_EXERCISE PROMPT_:
Where in the entries below does "food" appear? Copy every line that has it.

_Stored entries_:
═══
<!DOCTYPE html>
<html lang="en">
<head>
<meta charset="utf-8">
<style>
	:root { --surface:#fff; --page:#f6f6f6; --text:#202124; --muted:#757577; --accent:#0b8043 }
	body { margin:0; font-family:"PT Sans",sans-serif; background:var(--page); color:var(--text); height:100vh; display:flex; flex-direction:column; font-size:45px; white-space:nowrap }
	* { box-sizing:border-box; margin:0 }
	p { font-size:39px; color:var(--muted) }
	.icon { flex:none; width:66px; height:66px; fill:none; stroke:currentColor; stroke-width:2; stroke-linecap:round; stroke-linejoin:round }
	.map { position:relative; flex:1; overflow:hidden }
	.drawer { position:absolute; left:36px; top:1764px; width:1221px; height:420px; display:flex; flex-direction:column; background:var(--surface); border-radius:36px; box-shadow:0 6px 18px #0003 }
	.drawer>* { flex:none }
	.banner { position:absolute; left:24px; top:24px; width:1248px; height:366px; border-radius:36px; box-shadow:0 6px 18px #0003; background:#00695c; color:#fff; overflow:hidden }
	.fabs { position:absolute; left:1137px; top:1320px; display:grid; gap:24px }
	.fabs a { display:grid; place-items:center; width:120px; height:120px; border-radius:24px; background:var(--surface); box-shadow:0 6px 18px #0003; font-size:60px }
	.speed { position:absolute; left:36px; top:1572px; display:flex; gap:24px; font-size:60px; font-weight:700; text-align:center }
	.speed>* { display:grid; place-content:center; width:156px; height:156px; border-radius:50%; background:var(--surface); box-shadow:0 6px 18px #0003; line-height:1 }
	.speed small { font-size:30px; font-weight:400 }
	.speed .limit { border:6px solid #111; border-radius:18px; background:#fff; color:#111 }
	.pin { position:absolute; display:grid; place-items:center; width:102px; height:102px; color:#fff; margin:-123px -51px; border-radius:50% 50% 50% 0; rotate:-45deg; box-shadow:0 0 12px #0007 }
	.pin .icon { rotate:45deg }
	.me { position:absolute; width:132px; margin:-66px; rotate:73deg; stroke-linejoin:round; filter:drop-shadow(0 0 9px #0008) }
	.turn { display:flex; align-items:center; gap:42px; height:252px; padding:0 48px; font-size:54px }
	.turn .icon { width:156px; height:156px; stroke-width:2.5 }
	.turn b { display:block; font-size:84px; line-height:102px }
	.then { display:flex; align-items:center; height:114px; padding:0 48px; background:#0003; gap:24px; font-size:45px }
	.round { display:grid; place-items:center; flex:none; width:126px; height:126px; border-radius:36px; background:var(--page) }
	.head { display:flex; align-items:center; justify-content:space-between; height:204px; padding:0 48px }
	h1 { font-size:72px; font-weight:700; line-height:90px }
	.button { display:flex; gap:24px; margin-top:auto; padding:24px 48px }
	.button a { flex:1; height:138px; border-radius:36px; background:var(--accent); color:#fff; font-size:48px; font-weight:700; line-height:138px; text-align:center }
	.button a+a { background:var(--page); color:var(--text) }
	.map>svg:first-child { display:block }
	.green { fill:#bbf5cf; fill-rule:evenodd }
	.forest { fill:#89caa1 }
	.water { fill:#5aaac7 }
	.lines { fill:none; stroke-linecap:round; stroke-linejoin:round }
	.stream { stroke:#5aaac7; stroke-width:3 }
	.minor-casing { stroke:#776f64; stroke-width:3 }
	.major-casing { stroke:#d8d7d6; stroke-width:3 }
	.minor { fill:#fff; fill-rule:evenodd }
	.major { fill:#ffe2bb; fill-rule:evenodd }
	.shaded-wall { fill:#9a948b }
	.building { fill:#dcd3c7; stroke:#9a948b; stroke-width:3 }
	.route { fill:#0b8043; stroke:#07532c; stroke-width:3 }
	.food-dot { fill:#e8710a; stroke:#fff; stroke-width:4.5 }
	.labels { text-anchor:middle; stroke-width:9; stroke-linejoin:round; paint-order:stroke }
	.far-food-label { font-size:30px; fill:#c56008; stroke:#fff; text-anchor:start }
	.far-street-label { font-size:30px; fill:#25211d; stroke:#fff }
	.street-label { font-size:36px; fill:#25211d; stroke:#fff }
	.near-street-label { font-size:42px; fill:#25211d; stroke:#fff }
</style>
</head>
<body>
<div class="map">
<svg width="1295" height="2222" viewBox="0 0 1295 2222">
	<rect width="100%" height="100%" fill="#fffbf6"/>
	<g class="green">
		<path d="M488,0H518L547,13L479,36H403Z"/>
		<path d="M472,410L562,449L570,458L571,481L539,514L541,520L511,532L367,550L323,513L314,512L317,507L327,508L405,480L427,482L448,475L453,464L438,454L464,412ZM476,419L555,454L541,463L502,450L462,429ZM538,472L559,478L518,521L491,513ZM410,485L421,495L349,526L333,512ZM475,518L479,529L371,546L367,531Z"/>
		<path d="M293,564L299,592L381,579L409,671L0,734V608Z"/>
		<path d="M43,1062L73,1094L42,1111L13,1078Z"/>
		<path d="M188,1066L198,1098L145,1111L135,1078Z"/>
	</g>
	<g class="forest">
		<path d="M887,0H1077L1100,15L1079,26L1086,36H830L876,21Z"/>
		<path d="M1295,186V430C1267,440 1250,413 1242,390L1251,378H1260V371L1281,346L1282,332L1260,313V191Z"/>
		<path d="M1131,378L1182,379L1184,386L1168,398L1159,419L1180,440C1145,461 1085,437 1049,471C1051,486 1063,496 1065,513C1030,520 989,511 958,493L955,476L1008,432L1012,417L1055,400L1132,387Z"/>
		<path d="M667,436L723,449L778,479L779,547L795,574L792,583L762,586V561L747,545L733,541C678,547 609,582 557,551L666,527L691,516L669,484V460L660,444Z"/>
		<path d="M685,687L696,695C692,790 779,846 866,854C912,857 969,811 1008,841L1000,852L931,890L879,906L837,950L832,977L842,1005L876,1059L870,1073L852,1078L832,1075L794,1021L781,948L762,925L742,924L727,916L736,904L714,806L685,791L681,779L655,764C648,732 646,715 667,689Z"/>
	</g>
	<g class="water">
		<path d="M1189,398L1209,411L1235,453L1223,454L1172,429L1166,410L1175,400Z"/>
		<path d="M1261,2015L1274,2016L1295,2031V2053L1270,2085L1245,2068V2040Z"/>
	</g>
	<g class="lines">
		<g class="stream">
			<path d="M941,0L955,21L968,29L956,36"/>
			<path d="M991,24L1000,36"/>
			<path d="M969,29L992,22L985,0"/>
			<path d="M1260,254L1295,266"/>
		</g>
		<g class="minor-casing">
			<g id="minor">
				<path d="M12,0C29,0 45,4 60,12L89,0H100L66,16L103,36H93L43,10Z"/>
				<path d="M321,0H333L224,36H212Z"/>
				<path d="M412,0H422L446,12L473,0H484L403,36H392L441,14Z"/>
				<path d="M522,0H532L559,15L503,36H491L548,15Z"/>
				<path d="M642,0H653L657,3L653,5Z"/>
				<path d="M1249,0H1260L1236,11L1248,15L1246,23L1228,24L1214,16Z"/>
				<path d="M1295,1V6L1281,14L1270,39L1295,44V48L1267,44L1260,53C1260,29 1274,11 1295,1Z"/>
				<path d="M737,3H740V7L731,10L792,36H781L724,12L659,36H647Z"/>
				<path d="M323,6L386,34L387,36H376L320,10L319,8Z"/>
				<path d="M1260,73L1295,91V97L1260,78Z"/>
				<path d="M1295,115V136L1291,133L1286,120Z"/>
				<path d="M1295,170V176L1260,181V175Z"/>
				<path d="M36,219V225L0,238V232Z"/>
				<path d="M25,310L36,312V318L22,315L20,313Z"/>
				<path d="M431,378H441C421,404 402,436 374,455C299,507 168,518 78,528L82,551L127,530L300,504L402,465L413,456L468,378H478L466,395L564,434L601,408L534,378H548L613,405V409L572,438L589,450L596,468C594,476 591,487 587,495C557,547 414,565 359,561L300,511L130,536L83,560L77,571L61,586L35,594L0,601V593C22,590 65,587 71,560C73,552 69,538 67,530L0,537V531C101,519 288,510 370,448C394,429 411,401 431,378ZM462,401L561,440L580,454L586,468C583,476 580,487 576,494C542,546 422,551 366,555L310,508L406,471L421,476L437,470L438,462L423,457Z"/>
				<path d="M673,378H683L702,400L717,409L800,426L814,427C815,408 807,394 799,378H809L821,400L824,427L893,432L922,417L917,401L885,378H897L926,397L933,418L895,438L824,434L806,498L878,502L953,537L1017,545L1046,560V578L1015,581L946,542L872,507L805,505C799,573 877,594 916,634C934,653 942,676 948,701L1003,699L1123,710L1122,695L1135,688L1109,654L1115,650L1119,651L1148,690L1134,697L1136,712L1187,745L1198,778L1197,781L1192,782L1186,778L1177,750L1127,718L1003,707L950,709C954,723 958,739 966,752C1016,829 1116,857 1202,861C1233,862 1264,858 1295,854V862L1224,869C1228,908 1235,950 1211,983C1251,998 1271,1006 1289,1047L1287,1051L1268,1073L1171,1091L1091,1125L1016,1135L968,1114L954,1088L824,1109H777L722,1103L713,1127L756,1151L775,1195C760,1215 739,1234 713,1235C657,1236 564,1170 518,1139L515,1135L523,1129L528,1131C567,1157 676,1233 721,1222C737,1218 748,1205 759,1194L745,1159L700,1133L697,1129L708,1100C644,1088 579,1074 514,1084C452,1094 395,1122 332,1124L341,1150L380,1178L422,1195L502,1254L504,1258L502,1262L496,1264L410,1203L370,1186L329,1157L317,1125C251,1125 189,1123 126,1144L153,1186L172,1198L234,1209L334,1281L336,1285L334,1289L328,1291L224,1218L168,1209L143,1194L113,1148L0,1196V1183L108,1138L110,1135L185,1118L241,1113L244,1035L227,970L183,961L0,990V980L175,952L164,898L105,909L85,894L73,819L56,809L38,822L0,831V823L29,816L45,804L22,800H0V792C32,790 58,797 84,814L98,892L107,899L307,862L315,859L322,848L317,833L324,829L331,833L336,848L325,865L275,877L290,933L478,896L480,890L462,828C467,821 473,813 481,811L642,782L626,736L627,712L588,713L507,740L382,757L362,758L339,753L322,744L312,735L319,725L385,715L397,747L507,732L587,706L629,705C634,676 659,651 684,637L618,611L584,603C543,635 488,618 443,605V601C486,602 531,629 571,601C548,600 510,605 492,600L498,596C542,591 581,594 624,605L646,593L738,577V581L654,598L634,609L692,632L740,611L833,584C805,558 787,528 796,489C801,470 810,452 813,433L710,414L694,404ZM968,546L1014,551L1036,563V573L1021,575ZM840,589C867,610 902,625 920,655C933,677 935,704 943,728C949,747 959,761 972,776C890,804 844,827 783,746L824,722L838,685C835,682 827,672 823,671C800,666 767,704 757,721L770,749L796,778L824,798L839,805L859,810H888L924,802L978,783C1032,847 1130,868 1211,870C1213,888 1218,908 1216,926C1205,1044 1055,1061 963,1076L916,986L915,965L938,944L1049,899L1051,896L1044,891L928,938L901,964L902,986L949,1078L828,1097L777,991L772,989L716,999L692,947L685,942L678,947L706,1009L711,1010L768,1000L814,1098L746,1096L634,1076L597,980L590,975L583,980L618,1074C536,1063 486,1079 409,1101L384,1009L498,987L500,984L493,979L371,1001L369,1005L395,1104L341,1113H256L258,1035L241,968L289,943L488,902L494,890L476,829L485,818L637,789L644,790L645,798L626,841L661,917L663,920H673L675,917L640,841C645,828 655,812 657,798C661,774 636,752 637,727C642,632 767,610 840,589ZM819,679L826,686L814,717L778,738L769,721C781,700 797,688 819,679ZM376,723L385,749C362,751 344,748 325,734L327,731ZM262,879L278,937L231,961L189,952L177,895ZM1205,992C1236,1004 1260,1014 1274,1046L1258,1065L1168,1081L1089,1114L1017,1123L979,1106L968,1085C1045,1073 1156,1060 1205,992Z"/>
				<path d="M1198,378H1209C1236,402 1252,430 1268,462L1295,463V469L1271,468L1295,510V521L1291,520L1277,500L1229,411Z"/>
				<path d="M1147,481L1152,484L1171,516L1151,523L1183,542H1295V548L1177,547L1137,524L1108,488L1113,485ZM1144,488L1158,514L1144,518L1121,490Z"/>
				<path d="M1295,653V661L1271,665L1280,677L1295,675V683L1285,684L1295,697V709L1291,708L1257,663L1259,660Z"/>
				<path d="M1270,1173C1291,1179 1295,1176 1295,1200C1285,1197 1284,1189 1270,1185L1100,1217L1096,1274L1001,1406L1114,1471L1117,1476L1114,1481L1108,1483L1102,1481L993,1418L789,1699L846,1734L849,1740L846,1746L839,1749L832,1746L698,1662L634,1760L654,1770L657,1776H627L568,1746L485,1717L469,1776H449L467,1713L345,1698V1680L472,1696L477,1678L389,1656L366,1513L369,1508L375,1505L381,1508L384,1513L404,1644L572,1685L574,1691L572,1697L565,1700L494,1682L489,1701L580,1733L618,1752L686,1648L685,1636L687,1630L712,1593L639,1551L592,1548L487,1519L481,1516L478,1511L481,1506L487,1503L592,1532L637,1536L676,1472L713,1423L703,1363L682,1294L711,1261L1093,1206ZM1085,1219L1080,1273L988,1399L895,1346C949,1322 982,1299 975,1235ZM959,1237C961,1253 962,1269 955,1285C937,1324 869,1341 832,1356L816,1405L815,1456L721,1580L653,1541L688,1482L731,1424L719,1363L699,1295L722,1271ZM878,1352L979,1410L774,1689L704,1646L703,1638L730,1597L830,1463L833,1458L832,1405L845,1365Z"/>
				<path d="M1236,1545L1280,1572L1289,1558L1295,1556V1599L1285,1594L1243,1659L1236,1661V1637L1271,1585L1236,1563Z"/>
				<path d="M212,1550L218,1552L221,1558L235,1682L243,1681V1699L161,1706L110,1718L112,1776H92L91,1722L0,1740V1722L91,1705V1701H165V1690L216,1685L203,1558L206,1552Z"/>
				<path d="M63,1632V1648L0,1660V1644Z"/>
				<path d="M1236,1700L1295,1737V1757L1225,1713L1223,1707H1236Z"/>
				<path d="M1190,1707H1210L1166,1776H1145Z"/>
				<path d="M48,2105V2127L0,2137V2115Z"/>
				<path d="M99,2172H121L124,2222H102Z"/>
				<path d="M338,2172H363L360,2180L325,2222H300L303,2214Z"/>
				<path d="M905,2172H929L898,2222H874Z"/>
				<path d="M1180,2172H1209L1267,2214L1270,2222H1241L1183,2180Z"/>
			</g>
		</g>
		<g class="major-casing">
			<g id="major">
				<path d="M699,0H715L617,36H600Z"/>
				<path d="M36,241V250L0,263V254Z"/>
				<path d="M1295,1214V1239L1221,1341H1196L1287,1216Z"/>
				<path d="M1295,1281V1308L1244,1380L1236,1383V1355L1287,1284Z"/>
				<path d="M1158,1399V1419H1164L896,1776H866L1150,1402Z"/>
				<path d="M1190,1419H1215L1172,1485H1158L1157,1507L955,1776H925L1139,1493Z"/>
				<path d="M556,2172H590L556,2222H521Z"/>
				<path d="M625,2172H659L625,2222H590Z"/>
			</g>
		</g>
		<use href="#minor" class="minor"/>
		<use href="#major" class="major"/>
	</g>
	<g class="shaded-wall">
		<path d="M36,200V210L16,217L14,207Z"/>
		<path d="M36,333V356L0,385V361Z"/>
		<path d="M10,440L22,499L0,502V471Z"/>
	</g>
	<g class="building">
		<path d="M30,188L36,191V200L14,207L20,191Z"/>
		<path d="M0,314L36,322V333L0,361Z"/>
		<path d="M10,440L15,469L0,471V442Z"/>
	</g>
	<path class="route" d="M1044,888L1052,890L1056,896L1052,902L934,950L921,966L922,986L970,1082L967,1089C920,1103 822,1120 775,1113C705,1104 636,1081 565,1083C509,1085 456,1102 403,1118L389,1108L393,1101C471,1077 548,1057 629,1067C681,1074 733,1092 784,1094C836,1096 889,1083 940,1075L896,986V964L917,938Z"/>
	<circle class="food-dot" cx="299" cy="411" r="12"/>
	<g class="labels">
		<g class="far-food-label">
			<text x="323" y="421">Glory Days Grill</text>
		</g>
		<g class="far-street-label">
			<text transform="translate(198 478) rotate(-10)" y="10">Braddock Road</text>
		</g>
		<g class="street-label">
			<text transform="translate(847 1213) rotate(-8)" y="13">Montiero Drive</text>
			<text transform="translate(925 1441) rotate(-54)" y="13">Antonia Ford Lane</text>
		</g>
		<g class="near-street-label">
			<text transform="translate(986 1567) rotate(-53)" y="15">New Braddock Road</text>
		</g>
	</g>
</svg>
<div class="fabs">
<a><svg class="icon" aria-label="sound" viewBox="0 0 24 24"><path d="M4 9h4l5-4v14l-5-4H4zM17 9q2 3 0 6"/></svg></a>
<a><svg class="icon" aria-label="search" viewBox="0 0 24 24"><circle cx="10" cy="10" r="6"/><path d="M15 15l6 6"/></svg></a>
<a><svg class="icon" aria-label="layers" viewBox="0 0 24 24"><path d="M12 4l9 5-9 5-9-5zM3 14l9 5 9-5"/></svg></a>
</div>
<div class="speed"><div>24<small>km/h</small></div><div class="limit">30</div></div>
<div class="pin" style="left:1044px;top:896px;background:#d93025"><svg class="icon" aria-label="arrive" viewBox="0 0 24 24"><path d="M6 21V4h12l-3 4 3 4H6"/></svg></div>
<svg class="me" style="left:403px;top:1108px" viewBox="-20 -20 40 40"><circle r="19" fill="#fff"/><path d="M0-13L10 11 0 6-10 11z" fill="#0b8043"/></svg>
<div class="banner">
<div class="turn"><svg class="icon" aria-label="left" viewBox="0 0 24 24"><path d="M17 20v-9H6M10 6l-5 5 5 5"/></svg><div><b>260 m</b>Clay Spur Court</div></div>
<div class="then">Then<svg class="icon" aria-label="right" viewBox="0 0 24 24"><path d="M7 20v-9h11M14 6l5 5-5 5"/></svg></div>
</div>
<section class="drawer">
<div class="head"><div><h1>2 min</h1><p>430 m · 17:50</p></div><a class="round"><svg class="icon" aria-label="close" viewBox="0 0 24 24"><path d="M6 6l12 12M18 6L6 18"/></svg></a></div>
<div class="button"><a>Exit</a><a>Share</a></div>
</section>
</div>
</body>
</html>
═══
_REPLY_:
	.food-dot { fill:#e8710a; stroke:#fff; stroke-width:4.5 }
	.far-food-label { font-size:30px; fill:#c56008; stroke:#fff; text-anchor:start }
	<circle class="food-dot" cx="299" cy="411" r="12"/>
		<g class="far-food-label">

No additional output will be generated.